When the Church was born in the Book of Acts, beginning at Pentecost, those early disciples had no idea how to “do” Church. Like you, they had NEVER “done” Secret Church, or any other kind of Church gathering. But by Acts Chapter 7, after a span of only a few weeks, those early disciples had recognized gifted leaders, assigned responsibilities according to gifts, callings and needs and organized thousands of new converts into a network of organic house churches, spread out all over Jerusalem. These “Secret Churches” met regularly from house-to-house, shared meals together and shared resources to help those in need (read the first seven chapters of Acts to get the whole picture). What is truly amazing, by modern “church growth” standards, is that they did it all without a budget, a building, a professionally trained staff, any “how to” manuals, any church planting or church growth workshops, and no worship team. And they did it all while enduring persecution, first from institutional Judaism and later from Rome itself. It was Simple Church. It was Organic Church. It was Secret Church. It later became an Underground Church. But most importantly, it was Effective Church, effective for the times in which they lived. How effective? So effective that they were accused of turning the Mediterranean world upside down (see Acts 17:6).
There’s an important point here. Secret Church isn’t about a program.
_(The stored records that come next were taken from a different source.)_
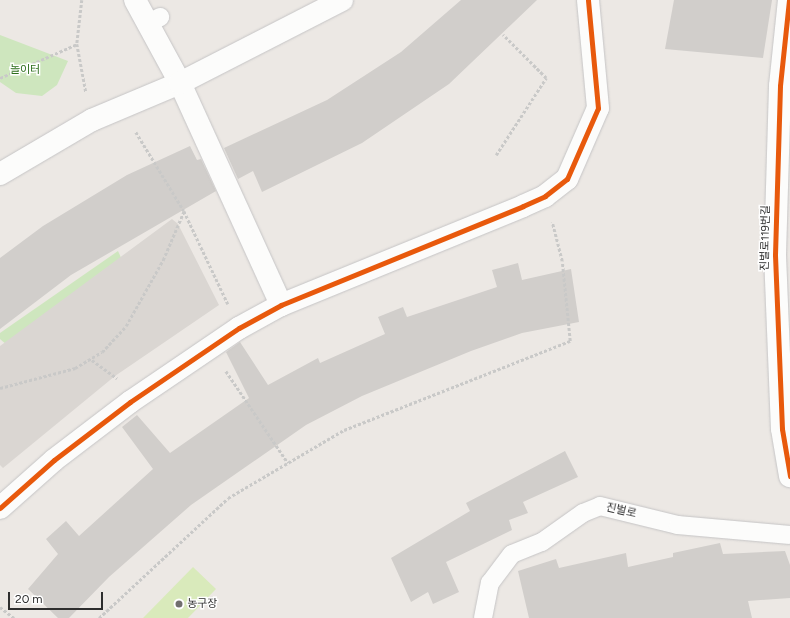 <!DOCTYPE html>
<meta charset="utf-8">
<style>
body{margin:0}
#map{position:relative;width:790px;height:618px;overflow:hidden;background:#ece8e4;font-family:Figtree,"Noto Sans KR",sans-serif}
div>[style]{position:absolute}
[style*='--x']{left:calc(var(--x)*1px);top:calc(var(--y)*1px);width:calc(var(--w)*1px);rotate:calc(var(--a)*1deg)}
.green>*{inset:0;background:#cee6be}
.pitch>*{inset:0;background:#d9eabb}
.plaza>*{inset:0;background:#dad6d2}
.building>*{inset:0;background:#d1cecb}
.path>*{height:2.5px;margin-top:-1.25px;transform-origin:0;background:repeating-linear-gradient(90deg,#c9c9c8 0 3px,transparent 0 5px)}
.roads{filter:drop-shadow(0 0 1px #c5c4c5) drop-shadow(0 0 1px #c5c4c5)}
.service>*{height:18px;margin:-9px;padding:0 9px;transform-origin:9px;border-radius:9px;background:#fcfcfb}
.minor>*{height:22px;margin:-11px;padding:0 11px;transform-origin:11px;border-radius:11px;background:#fcfcfb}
.cycleway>*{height:5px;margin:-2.5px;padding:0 2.5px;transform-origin:2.5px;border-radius:2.5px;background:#e8590c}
.dots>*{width:11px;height:11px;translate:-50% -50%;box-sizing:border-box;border:2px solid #fff;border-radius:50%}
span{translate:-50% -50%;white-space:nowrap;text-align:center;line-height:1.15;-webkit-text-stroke:3px #fff;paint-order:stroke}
.park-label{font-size:11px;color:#2c6e1b}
.street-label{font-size:11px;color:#2e2e2e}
.poi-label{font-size:11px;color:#2e2e2e}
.left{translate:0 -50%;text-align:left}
.scale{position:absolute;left:8px;top:592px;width:95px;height:18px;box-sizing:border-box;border:2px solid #2e2e2e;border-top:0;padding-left:5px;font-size:12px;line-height:14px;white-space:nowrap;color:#2e2e2e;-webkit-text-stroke:3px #fff;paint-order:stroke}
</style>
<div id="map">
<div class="green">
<div style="clip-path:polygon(0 35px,68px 61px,57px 85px,42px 96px,16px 93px,0 82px)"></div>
<div style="clip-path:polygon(118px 251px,127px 271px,14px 351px,0 339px,0 333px)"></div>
</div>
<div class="pitch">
<div style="clip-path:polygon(193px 567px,216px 589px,188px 618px,143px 618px)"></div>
</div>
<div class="plaza">
<div style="clip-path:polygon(172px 219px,178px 224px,219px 305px,115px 376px,3px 468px,0 465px,0 346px)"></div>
</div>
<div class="building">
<div style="clip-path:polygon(461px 0,537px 0,449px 84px,362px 143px,262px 192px,253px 171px,238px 179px,224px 148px,327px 100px,401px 52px)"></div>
<div style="clip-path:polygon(674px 0,772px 0,763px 58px,665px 49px)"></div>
<div style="clip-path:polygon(190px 146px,197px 160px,201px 159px,216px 191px,71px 275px,0 329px,0 258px,43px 226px,127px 175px)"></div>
<div style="clip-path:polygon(518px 263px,522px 280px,571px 269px,579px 322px,522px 333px,471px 351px,362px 396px,306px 425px,191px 505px,109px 577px,69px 618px,58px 618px,28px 589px,58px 554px,46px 539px,66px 521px,79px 536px,153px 469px,122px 427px,137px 415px,170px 453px,249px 398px,226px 352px,240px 342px,268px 385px,318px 358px,320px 363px,385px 334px,378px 317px,403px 307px,407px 317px,497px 287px,492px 270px)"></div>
<div style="clip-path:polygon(565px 451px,578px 477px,523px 502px,528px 513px,509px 520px,512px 530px,446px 562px,459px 592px,433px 604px,428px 592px,411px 602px,391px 558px,470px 511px,466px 503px)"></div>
<div style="clip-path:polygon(720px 543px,723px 554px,785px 551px,790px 565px,790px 598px,748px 601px,752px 618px,529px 618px,518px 571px,556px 559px,559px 568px,626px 553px,628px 567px,673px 557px,673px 553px)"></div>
</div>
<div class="path">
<div style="--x:82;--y:0;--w:44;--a:96.5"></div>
<div style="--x:77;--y:44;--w:49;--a:79.4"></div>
<div style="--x:0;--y:78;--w:84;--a:-23.8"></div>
<div style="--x:136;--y:132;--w:92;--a:58.7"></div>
<div style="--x:184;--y:211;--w:103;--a:64.7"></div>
<div style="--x:496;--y:155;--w:92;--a:-57"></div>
<div style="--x:546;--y:78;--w:61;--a:-135"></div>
<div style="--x:92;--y:360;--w:31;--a:36"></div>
<div style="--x:226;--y:371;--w:111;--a:56"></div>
<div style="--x:0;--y:388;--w:78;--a:-14.9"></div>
<div style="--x:75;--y:368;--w:31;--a:-31"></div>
<div style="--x:102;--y:352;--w:35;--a:-47"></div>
<div style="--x:126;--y:326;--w:76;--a:-60.7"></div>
<div style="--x:163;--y:260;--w:53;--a:-66.8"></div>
<div style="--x:0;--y:607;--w:18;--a:38"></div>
<div style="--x:99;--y:618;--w:176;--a:-42.9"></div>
<div style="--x:228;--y:498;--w:134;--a:-30.4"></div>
<div style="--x:344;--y:430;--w:243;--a:-21.5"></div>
<div style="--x:570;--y:341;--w:80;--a:-95.7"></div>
<div style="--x:562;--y:261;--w:40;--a:-104.4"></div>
</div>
<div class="roads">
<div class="service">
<div style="--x:147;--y:24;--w:15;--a:-28"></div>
<div style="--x:483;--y:618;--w:36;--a:-79"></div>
<div style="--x:490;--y:583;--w:36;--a:-53"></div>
<div style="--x:512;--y:554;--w:32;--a:-22"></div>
<div style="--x:542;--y:542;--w:50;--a:-35.3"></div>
<div style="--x:583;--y:513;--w:18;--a:-22"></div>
<div style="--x:600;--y:506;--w:80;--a:13.7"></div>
<div style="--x:678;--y:525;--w:112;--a:5.1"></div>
</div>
<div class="minor">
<div style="--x:135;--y:0;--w:94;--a:61.5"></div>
<div style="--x:180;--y:83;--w:244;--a:65.5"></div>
<div style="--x:789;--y:0;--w:86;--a:96"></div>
<div style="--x:780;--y:86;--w:169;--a:91.7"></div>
<div style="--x:775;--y:255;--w:174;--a:87.7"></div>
<div style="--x:782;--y:429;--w:48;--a:80.3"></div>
<div style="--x:0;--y:174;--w:107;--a:-30.4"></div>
<div style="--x:92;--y:120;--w:95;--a:-22.8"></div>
<div style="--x:180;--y:83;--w:182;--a:-27.1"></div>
<div style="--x:0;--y:508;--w:72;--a:-41.6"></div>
<div style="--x:54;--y:460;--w:96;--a:-37.3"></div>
<div style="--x:130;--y:402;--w:132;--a:-34.2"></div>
<div style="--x:239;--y:328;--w:48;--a:-28.7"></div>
<div style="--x:281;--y:305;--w:261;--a:-22.2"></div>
<div style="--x:523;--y:206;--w:24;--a:-24"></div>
<div style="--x:545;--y:196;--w:28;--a:-38"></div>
<div style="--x:567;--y:179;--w:77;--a:-66.4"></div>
<div style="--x:598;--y:108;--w:108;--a:-95.3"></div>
</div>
</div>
<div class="cycleway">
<div style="--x:789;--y:0;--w:86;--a:96"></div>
<div style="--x:780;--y:86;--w:169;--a:91.7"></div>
<div style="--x:775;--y:255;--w:174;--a:87.7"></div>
<div style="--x:782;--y:429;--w:48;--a:80.3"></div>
<div style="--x:0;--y:508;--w:72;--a:-41.6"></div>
<div style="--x:54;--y:460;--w:96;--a:-37.3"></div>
<div style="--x:130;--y:402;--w:132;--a:-34.2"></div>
<div style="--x:239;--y:328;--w:48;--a:-28.7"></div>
<div style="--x:281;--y:305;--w:261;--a:-22.2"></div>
<div style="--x:523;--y:206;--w:24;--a:-24"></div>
<div style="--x:545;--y:196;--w:28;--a:-38"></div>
<div style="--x:567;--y:179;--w:77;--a:-66.4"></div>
<div style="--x:598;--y:108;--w:108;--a:-95.3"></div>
</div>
<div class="dots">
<div style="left:179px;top:604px;background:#706f6e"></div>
</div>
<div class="park-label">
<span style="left:25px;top:70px">놀이터</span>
</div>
<div class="street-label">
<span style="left:766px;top:238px;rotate:-89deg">진벌로119번길</span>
<span style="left:621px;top:511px;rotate:13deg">진벌로</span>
</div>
<div class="poi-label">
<span class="left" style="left:187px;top:604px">농구장</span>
</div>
<div class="scale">20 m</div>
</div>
Secret Church is a lifestyle; a lifestyle of being a disciple of the Kingdom, lived out in community with other disciples of the Kingdom. That was true of Secret Church in the 1st Century, and it is true of Secret Church today. It is somewhat ironic that as our civilization collapses and devolves into that same moral and spiritual paganism which characterized ancient Rome, God is calling His Church back to being the counter-cultural witness of 1st Century Secret Church. Your journey into Secret Church truly begins when you and I embrace the biblical truth that we don’t “go” to Church. We “are” the Church, a small manifestation of the Kingdom of God where ever we happen to be, starting in our homes.
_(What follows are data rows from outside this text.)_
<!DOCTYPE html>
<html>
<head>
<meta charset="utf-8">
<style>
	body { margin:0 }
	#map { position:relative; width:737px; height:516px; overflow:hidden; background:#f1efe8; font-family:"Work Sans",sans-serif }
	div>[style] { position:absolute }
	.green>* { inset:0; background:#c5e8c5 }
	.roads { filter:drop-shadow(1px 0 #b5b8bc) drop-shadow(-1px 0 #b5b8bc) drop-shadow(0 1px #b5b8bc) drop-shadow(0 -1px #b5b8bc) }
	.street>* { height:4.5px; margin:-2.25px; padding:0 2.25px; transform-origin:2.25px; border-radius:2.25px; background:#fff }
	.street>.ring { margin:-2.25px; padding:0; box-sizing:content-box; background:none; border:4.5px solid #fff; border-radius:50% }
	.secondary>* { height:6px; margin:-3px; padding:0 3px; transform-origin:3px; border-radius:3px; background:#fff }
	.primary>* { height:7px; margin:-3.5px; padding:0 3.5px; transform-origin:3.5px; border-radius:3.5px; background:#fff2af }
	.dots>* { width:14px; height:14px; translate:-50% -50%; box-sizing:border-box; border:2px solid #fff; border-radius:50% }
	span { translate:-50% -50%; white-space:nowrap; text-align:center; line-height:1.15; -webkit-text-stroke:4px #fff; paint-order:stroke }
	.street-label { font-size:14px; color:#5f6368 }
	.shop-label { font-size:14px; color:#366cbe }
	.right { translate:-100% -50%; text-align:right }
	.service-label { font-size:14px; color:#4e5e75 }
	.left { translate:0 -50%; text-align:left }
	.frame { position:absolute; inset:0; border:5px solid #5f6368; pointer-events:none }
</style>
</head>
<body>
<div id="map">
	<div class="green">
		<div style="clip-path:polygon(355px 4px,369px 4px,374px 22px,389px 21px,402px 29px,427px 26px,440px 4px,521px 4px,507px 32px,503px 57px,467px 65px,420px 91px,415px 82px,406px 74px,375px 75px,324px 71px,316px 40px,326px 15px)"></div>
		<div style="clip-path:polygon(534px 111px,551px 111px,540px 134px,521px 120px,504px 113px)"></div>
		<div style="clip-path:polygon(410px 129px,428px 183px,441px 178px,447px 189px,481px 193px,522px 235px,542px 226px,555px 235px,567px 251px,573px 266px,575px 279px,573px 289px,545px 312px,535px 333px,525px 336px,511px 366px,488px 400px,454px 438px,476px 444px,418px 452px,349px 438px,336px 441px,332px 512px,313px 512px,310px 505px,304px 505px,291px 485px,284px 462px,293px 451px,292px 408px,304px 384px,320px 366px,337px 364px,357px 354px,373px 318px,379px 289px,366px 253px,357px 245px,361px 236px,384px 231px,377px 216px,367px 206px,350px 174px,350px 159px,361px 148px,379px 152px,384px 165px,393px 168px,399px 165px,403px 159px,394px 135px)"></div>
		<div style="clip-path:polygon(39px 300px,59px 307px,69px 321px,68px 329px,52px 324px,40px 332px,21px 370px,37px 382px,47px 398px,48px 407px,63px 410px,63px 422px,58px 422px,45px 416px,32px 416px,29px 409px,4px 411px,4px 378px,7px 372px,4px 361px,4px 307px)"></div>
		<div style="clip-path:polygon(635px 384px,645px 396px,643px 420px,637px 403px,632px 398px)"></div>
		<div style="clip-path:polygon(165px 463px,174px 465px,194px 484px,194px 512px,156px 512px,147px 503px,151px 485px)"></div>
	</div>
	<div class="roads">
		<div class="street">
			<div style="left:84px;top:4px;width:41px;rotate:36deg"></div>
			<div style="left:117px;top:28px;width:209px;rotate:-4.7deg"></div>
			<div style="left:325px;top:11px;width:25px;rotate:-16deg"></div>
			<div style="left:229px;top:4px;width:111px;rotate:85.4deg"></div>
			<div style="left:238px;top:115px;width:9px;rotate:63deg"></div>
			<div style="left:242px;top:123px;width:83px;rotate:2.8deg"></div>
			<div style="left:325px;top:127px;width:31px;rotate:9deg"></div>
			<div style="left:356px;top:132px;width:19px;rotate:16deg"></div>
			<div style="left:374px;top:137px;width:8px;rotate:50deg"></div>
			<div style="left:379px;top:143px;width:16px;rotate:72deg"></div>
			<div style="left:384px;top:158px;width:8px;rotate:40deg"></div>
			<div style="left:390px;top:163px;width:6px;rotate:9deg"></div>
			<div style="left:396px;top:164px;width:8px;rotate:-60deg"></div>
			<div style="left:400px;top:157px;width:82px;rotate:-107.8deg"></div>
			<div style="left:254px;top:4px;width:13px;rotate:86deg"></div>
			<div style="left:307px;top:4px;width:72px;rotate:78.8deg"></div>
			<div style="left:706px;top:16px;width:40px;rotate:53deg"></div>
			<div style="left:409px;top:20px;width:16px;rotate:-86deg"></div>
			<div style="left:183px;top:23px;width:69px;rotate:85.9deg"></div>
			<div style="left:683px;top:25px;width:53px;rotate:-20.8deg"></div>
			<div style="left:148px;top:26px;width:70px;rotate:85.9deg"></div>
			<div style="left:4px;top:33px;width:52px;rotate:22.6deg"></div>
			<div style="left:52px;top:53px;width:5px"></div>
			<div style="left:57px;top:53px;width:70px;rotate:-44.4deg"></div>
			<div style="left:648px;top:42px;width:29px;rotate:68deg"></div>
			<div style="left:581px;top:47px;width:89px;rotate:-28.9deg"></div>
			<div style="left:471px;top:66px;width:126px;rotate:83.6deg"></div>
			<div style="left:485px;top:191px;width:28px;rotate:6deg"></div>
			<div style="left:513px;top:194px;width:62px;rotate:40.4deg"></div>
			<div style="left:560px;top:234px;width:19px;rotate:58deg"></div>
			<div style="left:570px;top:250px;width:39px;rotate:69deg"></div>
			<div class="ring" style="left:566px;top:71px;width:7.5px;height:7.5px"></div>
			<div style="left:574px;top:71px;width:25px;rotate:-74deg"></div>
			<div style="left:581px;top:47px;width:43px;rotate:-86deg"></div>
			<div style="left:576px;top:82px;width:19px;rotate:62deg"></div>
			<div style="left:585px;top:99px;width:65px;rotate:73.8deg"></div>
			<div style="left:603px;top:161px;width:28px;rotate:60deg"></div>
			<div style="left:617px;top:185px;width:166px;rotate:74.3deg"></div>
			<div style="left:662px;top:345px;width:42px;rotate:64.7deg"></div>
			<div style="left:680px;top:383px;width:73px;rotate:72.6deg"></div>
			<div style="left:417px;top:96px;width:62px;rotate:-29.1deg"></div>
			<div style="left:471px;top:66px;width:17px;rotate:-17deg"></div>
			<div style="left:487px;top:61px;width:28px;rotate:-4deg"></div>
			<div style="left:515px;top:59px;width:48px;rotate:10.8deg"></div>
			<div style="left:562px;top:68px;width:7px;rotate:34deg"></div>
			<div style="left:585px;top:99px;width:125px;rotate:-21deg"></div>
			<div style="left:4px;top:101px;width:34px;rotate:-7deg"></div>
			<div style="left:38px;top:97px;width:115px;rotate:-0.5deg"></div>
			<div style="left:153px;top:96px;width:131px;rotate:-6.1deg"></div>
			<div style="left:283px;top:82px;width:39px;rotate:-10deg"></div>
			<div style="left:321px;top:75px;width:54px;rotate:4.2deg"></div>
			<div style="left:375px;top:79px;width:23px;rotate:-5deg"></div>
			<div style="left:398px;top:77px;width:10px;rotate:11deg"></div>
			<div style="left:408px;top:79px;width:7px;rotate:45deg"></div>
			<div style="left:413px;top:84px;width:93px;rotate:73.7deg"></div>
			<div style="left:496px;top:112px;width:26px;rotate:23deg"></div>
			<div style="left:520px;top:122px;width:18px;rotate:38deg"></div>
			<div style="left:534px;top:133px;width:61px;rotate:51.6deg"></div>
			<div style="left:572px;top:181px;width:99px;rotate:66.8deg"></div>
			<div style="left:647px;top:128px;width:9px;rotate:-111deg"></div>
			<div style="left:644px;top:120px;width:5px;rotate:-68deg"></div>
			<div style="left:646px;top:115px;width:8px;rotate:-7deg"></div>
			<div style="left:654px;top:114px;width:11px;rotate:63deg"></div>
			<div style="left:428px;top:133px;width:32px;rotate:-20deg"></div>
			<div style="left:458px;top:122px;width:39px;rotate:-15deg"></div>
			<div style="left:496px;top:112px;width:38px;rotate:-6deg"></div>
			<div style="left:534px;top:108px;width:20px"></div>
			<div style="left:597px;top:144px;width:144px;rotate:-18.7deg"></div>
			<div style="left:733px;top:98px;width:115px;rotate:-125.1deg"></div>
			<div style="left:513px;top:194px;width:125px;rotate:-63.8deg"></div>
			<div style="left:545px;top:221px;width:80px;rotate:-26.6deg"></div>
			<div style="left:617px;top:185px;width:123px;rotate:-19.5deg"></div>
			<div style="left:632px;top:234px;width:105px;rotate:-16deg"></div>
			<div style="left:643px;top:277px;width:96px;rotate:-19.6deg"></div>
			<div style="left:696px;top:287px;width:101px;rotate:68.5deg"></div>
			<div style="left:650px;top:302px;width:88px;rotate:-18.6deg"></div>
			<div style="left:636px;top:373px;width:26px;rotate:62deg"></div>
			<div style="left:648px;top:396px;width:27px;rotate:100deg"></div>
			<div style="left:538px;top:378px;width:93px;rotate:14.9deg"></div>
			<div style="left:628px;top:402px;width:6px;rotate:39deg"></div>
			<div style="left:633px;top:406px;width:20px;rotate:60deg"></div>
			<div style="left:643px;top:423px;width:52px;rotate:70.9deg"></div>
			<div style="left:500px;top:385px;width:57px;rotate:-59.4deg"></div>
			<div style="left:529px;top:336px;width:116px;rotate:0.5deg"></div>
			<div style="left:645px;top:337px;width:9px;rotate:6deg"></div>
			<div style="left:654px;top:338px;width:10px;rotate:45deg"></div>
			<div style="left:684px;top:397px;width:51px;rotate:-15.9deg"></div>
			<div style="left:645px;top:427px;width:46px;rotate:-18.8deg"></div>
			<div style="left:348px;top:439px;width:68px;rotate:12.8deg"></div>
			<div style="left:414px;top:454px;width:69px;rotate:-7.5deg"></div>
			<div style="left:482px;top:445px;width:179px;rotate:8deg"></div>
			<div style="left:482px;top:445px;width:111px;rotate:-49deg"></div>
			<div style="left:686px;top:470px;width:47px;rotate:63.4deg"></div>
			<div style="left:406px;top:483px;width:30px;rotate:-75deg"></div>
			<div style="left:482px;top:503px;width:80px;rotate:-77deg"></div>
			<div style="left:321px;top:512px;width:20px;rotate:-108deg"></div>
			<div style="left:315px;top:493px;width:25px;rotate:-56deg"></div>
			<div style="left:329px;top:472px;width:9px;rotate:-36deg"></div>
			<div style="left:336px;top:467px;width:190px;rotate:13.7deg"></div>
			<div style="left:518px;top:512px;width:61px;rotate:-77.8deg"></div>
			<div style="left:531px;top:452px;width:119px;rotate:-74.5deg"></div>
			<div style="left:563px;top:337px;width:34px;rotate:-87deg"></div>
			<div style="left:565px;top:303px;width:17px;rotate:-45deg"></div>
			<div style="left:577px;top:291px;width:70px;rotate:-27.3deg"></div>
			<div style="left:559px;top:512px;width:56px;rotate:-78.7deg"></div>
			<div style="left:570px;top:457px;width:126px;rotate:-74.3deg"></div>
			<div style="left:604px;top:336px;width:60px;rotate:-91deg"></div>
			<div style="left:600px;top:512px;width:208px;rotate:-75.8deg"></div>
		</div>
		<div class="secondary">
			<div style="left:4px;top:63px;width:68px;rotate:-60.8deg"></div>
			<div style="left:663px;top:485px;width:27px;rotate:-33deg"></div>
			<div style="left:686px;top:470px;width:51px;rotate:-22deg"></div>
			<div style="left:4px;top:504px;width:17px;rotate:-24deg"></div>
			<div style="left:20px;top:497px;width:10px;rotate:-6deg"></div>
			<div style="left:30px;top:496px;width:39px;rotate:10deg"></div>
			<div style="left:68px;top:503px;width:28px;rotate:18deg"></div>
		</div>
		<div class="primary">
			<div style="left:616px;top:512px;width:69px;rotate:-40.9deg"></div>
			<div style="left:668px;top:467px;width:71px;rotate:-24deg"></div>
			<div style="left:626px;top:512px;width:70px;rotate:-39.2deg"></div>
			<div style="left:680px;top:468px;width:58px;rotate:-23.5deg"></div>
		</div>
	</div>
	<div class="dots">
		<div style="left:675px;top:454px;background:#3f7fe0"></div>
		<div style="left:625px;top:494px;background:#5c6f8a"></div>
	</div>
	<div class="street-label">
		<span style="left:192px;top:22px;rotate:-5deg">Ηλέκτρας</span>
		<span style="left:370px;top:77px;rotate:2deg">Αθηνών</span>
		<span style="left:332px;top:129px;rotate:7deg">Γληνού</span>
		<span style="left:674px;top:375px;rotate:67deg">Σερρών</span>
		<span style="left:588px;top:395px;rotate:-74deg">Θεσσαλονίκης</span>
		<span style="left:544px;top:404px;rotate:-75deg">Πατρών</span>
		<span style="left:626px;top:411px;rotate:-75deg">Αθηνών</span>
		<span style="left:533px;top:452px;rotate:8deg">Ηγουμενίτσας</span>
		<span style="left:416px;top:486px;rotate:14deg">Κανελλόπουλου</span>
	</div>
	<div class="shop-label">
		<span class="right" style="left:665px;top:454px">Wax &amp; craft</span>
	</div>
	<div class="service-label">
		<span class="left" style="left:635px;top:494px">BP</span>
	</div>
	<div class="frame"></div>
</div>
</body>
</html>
American Christians seem to have a built-in “default” button. Press it and the average American Christian will show up at a building on Sunday morning at 11 AM looking for a bulletin and a program, ready to sit for an hour-or-so while “others” (paid professional staff) “do” Church. That isn’t church, not in the biblical sense. As A.W. Tozer described it a generation ago, and little has changed since.
“When we compare our present carefully programmed meetings with the New Testament we are reminded of the remark of a famous literary critic after he had read Alexander Pope’s translation of Homer’s Odyssey: ‘It is a beautiful poem, but it is not Homer.’ So the fast-paced, highly spiced, entertaining service of today may be a beautiful example of masterful programming – but it is not a Christian service. The two are leagues apart in almost every essential. About the only thing they have in common is the presence of a number of persons in one room. There the similarity ends and glaring dissimilarities begin.”
Secret Church doesn’t have a default button. If it did, when pushed, the result would be a potluck in someone’s home, worship together, ministry to each other based upon individual spiritual gifts and needs, and maybe even a discipleship study. The focus would be on building community, worshiping together, making disciples and finding ways to sow the seed of the Kingdom by serving those in need. Making the mental transition to Secret Church will take both time and intentional effort. And we may quickly discover that we have less time than we think. The urgency to move forward may well be determined by events which are beyond our control.